Chapter 4 Geo Analysis
Visualising the data geospatially gives additional insights. In Figure 4.1, we see that our model from the previous section does not capture clusters of low value (dark blue) and high value properties (light purple).
## LogSalePrice ~ (ConstructionYear + LivingSpace + NumberOfFloors +
## SeattleFlag + RenovationYear + TotalArea + NumberOfBedrooms +
## NumberOfBathrooms + condition + grade) * FlatFlag
If for each property in our data-set we add attributes of the neighbourhood, these explanatory variables allow us to model clusters more accurately. In Figure 4.2, the scales are slightly different but the cluster of high value properties (light purple) in the middle of the chart are predicted more accurately.
## LogSalePrice ~ condition + grade + SeattleFlag + RenovationYear +
## TotalArea + NumberOfBedrooms + NumberOfBathrooms + LivingSpace +
## NumberOfBedrooms + ConstructionYear + WaterfrontView + SeattleFlag +
## Schools1000m + PoliceStation1000m + SupermarketGrocery750m +
## DoctorDentist500m + BarNightclubMovie500m + NumberOfFloors +
## ConstructionYear + WaterfrontView + SeattleFlag + Schools1000m +
## PoliceStation1000m + SupermarketGrocery750m + Library750m
The explanation for this is that we are failing to take account of how nice the neighbourhood is (eg. proximity to schools) when we only have attributes of a property as explanatory variables (eg. number of bedrooms).
Locational Data
In R, I used API calls to scrape data from the Google Maps and Zillow property websites. For each of the 21000 properties in the data-set, this involved passing the latitude and longitude co-ordinates to the website and receiving detailed neighbourhood data back.
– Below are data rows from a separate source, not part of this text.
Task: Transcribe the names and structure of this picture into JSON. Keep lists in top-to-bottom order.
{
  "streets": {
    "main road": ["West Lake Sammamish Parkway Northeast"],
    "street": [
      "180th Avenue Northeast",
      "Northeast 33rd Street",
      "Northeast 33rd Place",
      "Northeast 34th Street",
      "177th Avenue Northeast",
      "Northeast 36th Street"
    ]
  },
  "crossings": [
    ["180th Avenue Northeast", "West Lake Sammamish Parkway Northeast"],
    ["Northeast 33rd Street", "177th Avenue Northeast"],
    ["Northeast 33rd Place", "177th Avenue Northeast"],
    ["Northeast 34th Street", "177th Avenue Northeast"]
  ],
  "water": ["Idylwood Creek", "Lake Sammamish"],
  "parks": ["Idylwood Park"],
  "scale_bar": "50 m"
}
The plots below show the data fields obtained in this way. The plots were created using the sp package in R. It is clear that some neighbourhood properties change significantly by location (eg. number of schools in 1000m). There are also variables which hardly change at all (eg. Number of Liquor Stores).
Other Data
It is suprising to find spatial patterns when we plot property specific variables (eg. Construction Year) by location. For example with Construction Year, the oldest properties are located in the north-west region and properties get progressively newer as we move east.
Statistics
For completeness, lets compare the model fitted with and without locational data.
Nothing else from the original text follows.